Input data:
──────────

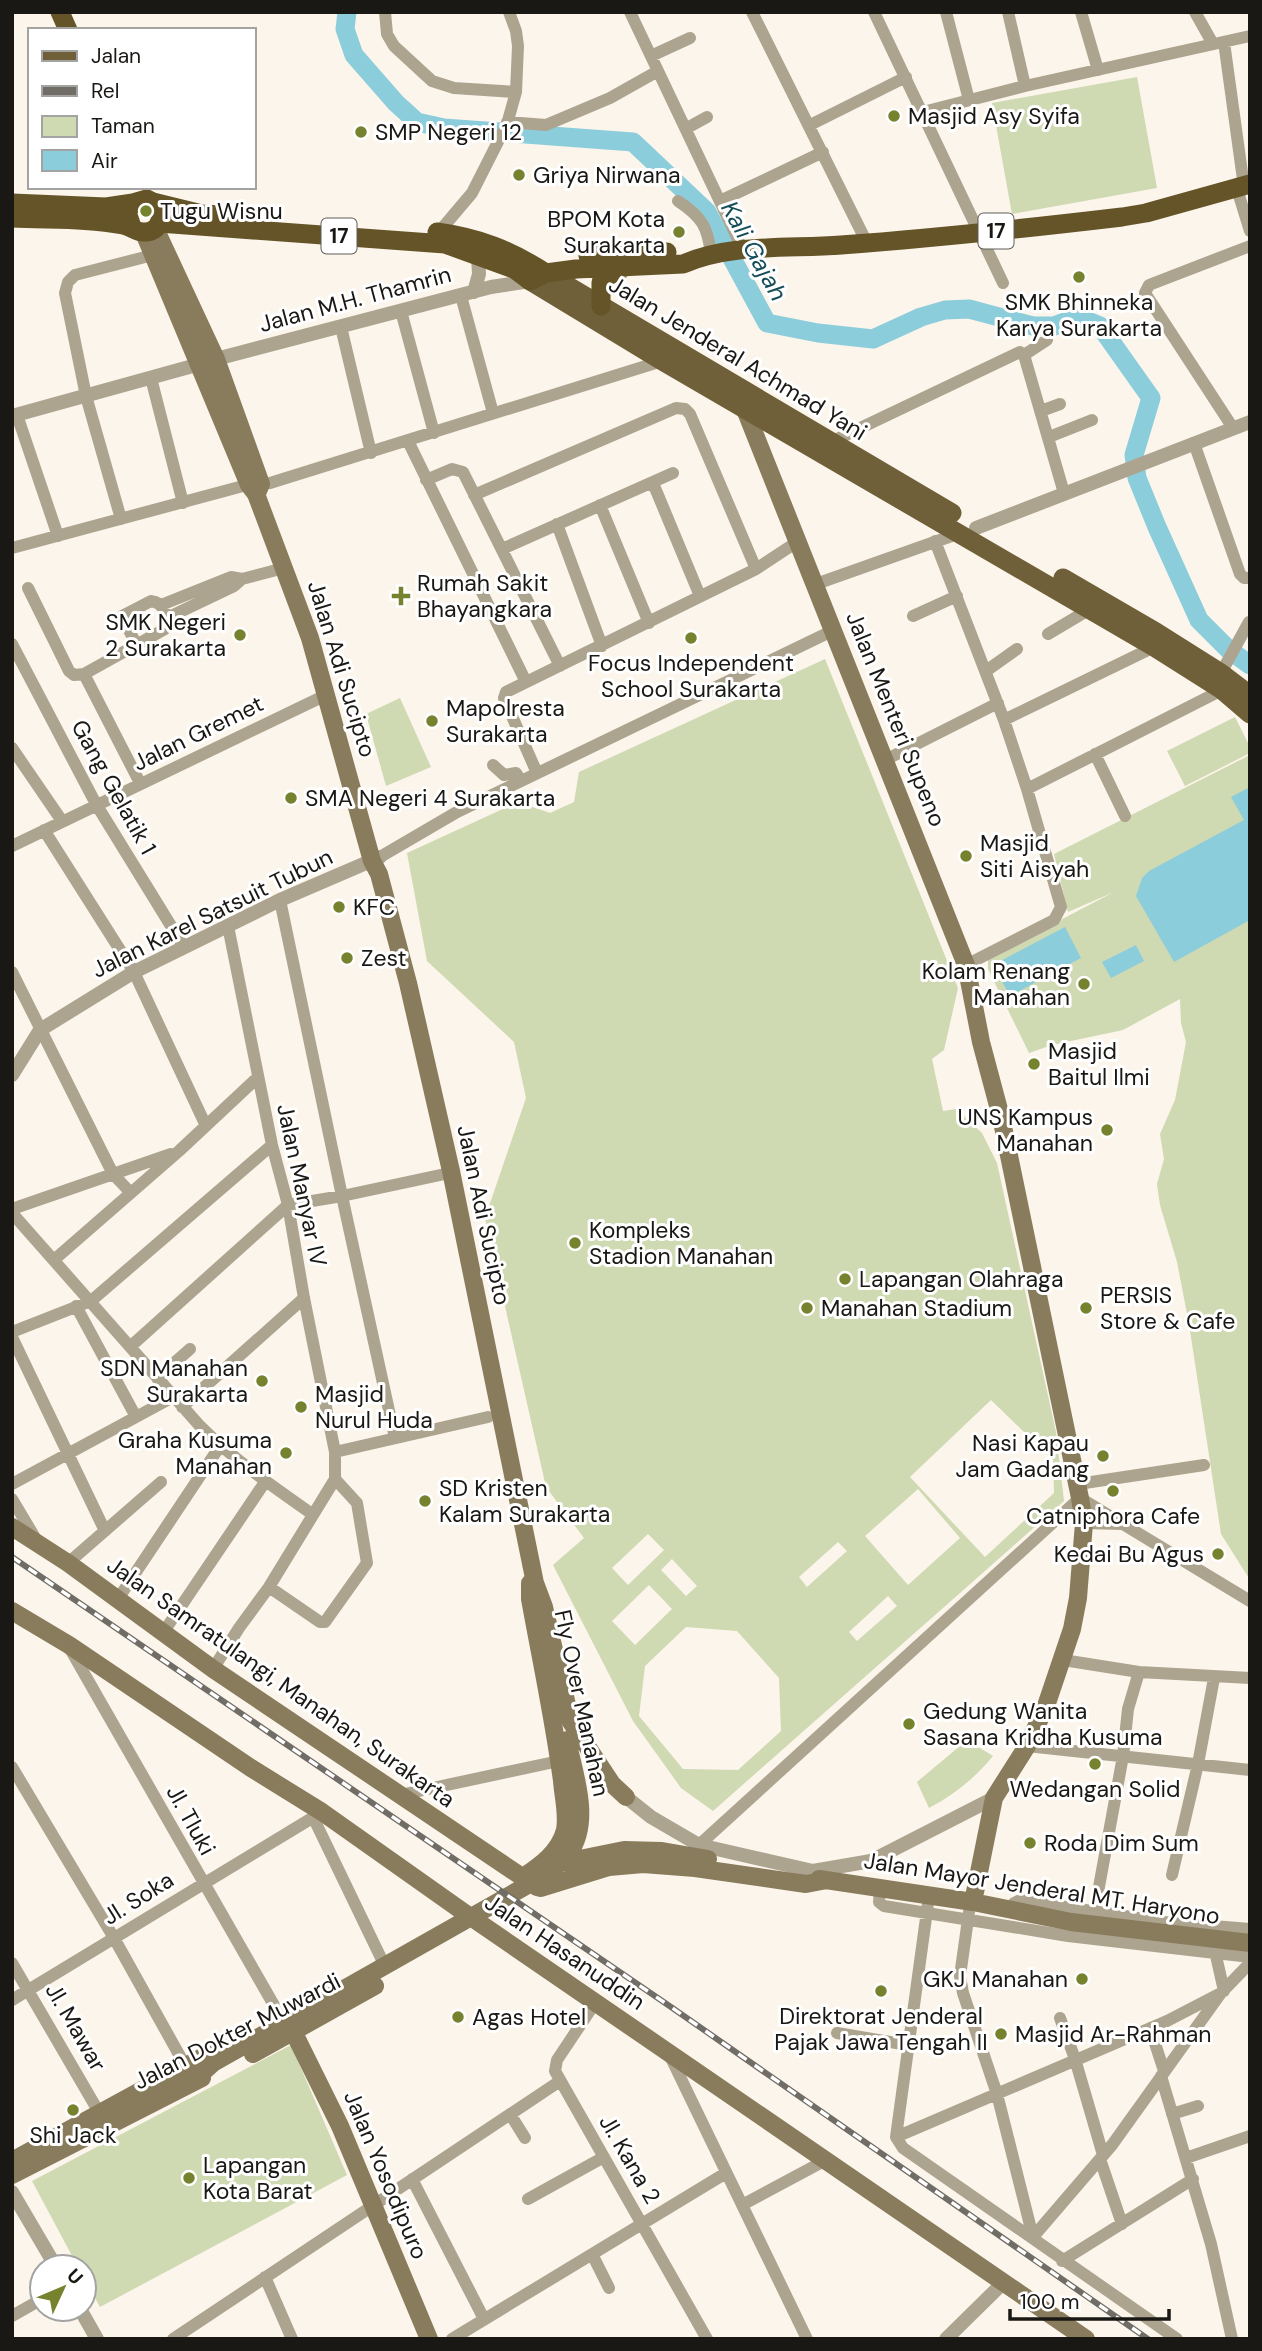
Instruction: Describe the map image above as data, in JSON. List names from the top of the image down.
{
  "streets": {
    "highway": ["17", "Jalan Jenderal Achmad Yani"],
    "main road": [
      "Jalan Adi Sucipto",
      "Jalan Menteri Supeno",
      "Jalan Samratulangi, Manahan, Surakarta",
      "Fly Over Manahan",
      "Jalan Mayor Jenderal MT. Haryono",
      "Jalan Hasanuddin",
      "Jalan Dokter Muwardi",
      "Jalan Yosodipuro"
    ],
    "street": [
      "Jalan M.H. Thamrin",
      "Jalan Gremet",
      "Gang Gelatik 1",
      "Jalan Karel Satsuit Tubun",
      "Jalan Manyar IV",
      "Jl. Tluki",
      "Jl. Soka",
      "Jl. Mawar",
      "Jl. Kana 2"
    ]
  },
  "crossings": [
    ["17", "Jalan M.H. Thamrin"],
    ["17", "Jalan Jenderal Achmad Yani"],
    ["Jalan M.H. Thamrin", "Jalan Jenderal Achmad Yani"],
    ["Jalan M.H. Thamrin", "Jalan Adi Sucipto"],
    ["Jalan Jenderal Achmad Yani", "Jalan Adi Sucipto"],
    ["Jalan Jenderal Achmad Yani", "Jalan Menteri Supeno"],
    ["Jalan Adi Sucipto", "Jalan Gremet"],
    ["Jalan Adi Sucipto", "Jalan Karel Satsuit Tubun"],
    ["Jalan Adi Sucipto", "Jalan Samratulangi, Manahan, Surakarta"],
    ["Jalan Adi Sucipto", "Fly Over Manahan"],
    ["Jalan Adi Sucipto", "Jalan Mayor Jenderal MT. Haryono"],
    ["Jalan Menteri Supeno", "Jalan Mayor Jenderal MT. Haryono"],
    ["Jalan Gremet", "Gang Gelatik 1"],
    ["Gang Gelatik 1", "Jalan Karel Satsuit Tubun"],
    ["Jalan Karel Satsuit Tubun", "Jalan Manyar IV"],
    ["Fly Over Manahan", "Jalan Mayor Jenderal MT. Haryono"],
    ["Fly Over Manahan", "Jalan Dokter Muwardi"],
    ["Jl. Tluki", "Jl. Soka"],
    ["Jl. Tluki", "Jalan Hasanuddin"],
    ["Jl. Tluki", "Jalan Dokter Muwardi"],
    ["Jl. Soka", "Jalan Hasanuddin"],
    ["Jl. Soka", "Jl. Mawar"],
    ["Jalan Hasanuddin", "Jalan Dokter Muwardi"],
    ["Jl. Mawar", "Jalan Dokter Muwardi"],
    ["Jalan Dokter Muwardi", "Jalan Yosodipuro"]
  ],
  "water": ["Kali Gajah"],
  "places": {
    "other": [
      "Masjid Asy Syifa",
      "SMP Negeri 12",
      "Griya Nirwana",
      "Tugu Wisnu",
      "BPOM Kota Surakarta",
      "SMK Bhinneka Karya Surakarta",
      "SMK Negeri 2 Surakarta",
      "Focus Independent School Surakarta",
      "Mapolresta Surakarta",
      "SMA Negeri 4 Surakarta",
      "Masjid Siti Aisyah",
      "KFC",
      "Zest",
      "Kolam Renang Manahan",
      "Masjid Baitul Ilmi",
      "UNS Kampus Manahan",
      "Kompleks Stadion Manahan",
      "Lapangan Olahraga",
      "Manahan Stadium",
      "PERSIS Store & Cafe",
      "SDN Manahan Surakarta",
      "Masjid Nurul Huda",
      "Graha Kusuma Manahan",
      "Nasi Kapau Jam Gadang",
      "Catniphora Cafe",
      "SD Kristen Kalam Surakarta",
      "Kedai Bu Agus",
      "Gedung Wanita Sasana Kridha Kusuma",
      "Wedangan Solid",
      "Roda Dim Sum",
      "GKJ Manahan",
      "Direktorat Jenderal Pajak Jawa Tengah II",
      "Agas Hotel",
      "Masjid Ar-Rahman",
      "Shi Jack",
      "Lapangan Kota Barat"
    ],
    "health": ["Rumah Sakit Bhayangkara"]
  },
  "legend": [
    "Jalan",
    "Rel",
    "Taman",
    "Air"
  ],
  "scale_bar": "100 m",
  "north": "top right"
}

──────────

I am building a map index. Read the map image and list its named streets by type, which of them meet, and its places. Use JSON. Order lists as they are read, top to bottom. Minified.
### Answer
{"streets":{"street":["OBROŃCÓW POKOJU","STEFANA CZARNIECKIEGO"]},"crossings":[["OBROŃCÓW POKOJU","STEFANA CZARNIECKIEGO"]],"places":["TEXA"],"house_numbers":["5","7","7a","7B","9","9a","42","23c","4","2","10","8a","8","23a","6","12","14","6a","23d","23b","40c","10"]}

──────────

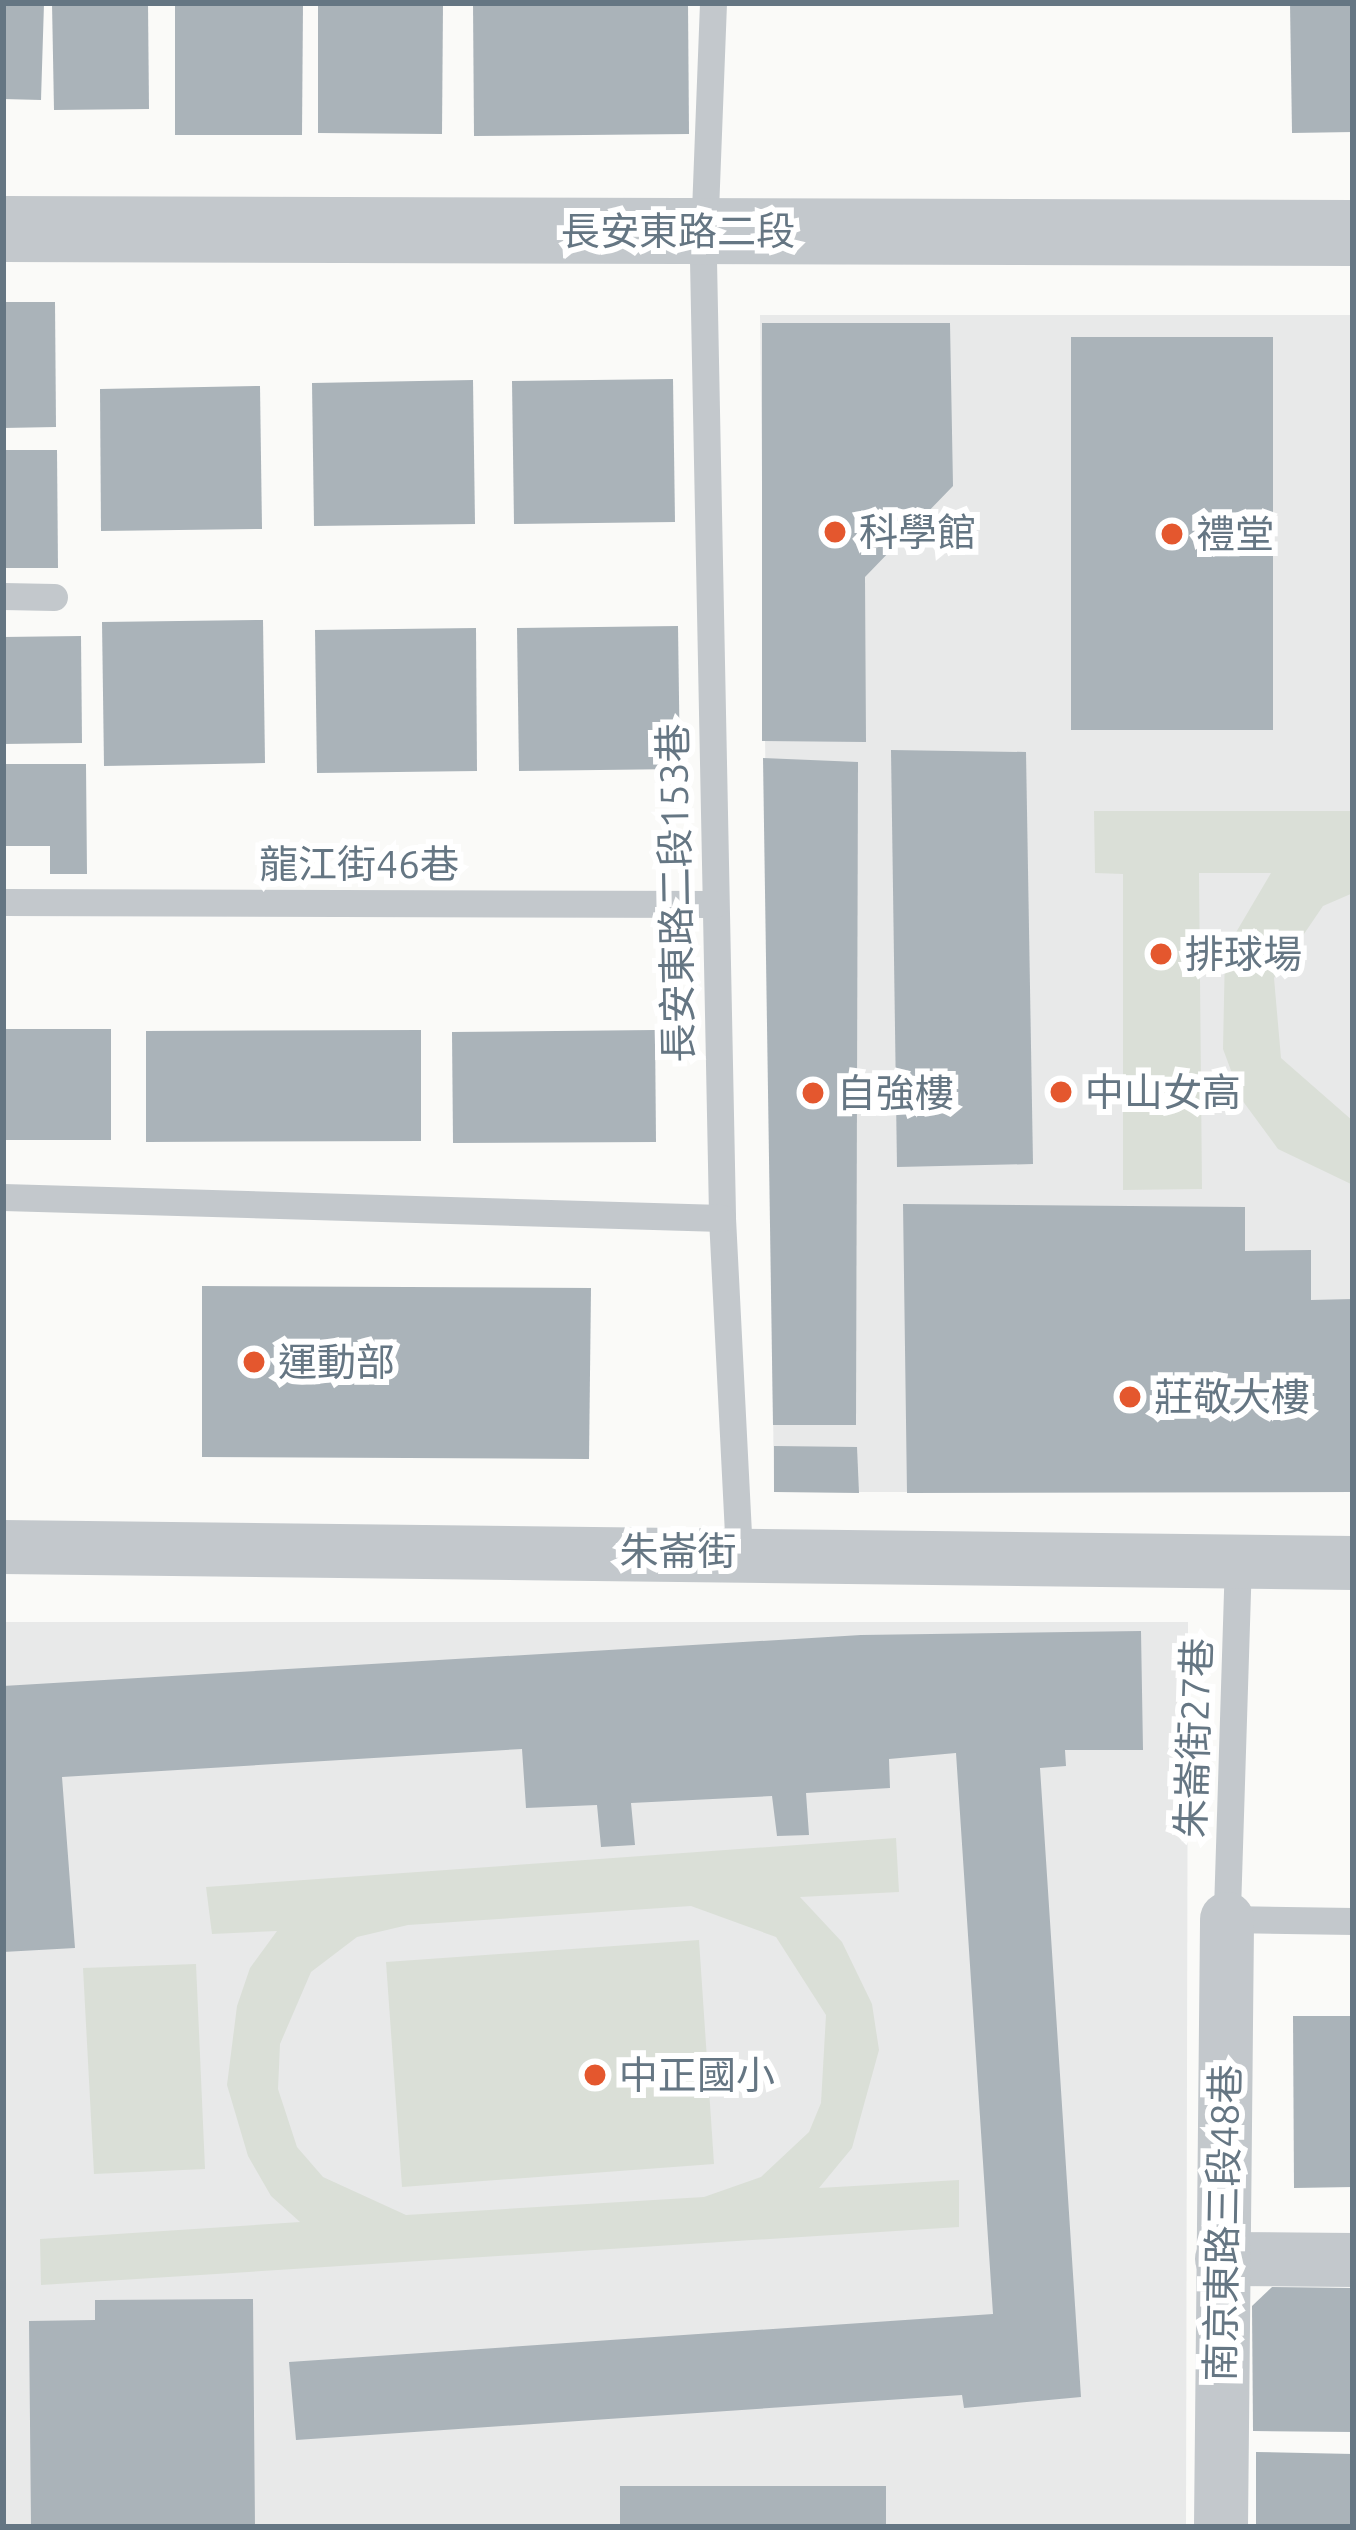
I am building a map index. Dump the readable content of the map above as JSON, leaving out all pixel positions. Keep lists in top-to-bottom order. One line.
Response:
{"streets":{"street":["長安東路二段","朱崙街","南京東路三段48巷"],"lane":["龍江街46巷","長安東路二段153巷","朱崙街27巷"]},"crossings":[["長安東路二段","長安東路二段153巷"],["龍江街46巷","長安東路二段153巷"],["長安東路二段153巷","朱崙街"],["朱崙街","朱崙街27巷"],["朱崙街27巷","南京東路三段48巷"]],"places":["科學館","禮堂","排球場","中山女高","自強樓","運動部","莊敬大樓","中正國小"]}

──────────

Exercise description: Lines above that include the string "building" need to be copied.

Response to this task:
I am building a map index. Read the map image and list its named streets by type, which of them meet, and its places. Use JSON. Order lists as they are read, top to bottom. Minified.
I am building a map index. Dump the readable content of the map above as JSON, leaving out all pixel positions. Keep lists in top-to-bottom order. One line.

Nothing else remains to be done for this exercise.